Some cliché background and premise: Rachel and Sidney are getting married, and the wedding venue is chosen at Rachel's father Paul's house, a huge old house in Connecticut, and they invite all family and friends, including Ray Chell's addict sister Cam. As you can imagine: this drug addict and problem girl will use all kinds of bad behavior (she has sex with the best man within five minutes of her appearance), which will push the wedding to the brink of destruction, and the long-standing conflicts in the family will also be destroyed. Will explode at all the most inopportune times. If so, Rachel's Wedding is nothing more than a satirical family drama, but director Jonathan Demme takes it a step further.

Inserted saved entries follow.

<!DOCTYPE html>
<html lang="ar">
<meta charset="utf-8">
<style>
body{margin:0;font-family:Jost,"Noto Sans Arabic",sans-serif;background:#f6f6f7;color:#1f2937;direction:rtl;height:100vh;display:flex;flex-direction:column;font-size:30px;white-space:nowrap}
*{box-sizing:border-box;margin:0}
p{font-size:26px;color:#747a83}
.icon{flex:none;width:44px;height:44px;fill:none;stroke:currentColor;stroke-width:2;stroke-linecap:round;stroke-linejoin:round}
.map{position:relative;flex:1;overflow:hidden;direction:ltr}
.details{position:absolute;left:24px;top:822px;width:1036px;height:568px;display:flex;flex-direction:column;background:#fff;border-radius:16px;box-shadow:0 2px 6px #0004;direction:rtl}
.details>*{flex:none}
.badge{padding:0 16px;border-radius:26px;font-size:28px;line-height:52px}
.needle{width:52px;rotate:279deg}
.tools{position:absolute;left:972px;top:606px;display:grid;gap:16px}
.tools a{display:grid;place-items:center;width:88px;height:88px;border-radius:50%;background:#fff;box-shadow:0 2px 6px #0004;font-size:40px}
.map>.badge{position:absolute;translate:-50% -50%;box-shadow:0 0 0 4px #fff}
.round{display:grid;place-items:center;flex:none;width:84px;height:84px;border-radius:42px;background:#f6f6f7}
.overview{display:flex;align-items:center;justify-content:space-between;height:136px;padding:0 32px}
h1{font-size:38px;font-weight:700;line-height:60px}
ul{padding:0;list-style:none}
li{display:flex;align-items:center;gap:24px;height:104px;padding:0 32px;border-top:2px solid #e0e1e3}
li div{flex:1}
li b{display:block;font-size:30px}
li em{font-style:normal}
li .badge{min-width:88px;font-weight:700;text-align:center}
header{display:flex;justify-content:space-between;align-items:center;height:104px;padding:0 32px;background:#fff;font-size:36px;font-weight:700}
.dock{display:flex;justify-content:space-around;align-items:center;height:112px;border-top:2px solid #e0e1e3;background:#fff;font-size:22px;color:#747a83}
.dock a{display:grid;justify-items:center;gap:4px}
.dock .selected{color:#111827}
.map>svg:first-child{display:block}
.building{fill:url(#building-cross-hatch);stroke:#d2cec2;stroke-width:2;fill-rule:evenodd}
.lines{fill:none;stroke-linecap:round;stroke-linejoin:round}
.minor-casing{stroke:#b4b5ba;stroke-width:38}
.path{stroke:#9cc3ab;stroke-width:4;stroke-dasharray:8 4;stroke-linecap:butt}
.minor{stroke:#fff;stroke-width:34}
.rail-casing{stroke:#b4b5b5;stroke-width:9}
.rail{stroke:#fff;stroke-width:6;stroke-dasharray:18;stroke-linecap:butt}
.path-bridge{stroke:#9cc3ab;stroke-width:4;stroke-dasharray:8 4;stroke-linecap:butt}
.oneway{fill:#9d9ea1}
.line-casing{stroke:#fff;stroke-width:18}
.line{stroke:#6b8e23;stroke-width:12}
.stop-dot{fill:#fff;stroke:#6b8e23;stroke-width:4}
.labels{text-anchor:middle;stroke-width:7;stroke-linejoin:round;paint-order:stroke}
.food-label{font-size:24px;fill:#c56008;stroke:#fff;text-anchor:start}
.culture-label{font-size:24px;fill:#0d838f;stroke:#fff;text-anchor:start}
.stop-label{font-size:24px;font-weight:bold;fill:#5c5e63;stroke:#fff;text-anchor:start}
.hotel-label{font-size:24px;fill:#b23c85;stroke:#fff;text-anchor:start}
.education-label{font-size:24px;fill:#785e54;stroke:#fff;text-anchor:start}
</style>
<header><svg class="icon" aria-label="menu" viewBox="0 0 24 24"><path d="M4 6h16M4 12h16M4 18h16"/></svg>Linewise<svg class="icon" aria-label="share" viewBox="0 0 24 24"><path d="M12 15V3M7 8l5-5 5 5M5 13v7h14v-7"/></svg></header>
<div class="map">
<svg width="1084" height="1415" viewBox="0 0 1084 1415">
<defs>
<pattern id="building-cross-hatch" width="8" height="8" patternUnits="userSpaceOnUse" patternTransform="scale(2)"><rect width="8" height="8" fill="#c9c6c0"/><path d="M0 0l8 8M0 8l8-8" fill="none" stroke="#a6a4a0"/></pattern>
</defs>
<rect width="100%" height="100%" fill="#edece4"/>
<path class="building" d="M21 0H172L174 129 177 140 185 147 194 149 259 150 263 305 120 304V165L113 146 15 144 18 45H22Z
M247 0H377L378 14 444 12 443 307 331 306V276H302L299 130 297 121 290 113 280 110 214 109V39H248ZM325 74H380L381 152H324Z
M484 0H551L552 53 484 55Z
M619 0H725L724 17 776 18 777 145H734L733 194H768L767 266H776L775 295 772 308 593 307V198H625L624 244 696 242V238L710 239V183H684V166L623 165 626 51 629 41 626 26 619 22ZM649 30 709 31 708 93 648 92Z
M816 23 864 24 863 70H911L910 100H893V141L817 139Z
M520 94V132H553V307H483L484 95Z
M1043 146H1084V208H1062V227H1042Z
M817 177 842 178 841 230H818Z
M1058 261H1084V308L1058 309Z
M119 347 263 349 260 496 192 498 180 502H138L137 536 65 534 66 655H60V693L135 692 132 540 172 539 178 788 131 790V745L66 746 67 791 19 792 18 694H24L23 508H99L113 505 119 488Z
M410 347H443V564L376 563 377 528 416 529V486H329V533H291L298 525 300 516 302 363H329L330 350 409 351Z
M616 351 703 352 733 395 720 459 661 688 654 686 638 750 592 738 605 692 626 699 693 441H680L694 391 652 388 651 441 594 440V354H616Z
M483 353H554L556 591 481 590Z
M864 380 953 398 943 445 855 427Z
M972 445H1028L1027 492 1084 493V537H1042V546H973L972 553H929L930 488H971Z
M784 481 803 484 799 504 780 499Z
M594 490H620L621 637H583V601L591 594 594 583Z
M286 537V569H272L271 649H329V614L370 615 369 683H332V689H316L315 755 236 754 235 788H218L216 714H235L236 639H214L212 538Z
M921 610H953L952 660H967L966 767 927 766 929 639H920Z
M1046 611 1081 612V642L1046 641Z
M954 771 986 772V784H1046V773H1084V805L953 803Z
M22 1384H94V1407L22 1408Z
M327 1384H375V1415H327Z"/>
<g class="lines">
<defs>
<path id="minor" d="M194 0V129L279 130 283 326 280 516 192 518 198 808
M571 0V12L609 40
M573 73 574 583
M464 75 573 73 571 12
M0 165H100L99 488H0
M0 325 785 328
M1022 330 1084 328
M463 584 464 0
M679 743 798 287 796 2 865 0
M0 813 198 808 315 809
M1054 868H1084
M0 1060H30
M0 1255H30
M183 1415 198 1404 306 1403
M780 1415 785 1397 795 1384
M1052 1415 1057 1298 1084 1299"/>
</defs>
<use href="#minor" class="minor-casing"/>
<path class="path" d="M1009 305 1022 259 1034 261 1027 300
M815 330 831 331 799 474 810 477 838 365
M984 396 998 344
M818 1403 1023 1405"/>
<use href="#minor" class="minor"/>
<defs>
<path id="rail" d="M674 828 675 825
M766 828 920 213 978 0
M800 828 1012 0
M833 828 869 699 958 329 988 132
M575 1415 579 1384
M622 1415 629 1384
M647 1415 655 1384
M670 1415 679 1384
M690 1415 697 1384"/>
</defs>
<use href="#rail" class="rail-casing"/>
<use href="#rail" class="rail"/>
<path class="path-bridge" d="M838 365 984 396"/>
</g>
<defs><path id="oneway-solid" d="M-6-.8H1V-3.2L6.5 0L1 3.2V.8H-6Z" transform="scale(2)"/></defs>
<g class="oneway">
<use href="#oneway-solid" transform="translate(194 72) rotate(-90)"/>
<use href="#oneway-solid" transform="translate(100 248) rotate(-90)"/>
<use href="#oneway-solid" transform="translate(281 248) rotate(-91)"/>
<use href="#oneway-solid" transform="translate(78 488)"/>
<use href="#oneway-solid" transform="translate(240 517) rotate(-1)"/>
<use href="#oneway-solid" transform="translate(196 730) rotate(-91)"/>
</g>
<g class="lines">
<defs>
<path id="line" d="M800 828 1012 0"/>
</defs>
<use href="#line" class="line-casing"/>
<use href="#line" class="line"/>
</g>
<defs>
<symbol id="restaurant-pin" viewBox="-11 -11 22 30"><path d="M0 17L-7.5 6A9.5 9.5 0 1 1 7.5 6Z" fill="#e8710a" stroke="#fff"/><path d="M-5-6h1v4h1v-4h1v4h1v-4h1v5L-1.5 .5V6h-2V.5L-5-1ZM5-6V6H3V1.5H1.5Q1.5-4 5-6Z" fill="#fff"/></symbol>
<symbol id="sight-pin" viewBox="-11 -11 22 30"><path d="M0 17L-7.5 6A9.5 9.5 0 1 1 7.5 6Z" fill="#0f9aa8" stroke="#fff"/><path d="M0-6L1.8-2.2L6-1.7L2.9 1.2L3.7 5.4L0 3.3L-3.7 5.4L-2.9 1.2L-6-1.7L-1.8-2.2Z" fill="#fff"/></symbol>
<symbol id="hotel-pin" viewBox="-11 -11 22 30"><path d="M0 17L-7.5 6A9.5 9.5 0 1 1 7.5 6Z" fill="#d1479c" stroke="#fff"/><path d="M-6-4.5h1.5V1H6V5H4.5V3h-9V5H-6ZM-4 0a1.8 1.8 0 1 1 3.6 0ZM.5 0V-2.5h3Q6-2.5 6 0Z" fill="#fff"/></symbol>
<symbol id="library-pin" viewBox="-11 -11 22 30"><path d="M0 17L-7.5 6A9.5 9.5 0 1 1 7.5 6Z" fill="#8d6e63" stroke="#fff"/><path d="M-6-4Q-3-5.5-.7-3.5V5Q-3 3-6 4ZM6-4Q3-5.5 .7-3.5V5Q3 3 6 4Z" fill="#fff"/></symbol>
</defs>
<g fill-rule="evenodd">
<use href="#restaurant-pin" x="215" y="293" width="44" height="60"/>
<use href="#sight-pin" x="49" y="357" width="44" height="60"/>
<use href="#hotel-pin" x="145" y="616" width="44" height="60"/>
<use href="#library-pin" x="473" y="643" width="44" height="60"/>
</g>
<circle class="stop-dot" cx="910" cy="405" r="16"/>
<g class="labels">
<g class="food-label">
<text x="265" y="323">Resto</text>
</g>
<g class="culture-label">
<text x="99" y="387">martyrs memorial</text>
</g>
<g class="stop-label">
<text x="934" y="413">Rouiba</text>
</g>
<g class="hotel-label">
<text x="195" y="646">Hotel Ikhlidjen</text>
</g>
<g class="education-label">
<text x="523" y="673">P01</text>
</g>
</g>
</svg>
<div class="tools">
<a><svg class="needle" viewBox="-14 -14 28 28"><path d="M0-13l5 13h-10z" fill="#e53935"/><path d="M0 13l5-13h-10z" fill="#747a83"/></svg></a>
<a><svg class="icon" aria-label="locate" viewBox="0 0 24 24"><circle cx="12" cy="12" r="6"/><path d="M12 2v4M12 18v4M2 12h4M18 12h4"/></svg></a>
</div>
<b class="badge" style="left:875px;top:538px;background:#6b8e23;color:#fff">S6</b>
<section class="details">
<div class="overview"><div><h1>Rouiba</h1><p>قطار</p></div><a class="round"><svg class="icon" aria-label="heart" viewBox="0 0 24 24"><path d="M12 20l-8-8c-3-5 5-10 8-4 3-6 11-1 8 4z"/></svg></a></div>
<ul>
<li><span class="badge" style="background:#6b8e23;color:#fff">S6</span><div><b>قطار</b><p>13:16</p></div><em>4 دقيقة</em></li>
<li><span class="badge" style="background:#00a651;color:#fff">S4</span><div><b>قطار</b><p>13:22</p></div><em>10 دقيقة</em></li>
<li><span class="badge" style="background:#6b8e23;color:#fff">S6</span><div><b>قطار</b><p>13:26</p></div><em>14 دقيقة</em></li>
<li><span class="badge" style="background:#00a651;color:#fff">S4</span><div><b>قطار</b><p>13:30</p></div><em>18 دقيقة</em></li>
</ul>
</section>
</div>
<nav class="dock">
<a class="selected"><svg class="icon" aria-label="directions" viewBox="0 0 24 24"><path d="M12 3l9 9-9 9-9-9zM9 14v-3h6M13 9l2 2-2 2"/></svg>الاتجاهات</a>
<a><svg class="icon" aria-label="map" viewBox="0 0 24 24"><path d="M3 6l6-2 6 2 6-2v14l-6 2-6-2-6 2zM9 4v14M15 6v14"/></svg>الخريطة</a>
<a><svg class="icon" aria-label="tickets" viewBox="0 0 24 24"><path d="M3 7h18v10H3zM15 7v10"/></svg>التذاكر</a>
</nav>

The film was shot on DV, and the shaky footage and crowds made it feel like watching a documentary. The final effect is: the film gives the environment (wedding) and characters, and then, driven by people, the events unfold naturally, without any trace of coincidence and careful construction, and the seemingly inadvertent narrative is like A spinning coin, and you don't know if the whole thing will be a ludicrous black farce or a warm reunion when the coin hits the ground (that is, when the wedding begins).
Back to the wedding itself. The wedding is a process of "acceptance" and "integration", but there are so many conflicting threads buried in the film: Cam's surly, Rachel's sensitivity, father Paul's failed marriage, and what seems to be the root of all tragedy— Kem once accidentally caused the death of his own brother. But Jonathan Demme's films always have a warm shimmer, and family love and mutual tolerance (even if it's hypocritical) have brought this must-failed wedding back on track time and time again.
Wedding opening: white bride, black groom, bridesmaids wearing sari, jazz, rap, samba played successively. Memories of the past, the noise of modern times, racial differences and family conflicts... All kinds of discordances naturally merged at this time. At this moment, the film has become a microcosm of American society: it constantly absorbs foreign cultures, balances the contradictions of the original cultures, and maintains its fullness and hope amid countless struggles and pains. People of different classes and races sang songs, smiled and accepted each other.
Sure, you could argue that "Rachel's Wedding" just showed a family attitude, but the film came out in the public eye as Obama took office and inevitably became a Democratic political manifesto. In any case, when the music played, we forgot all the unpleasant things before, and everyone seemed so quiet and so nice.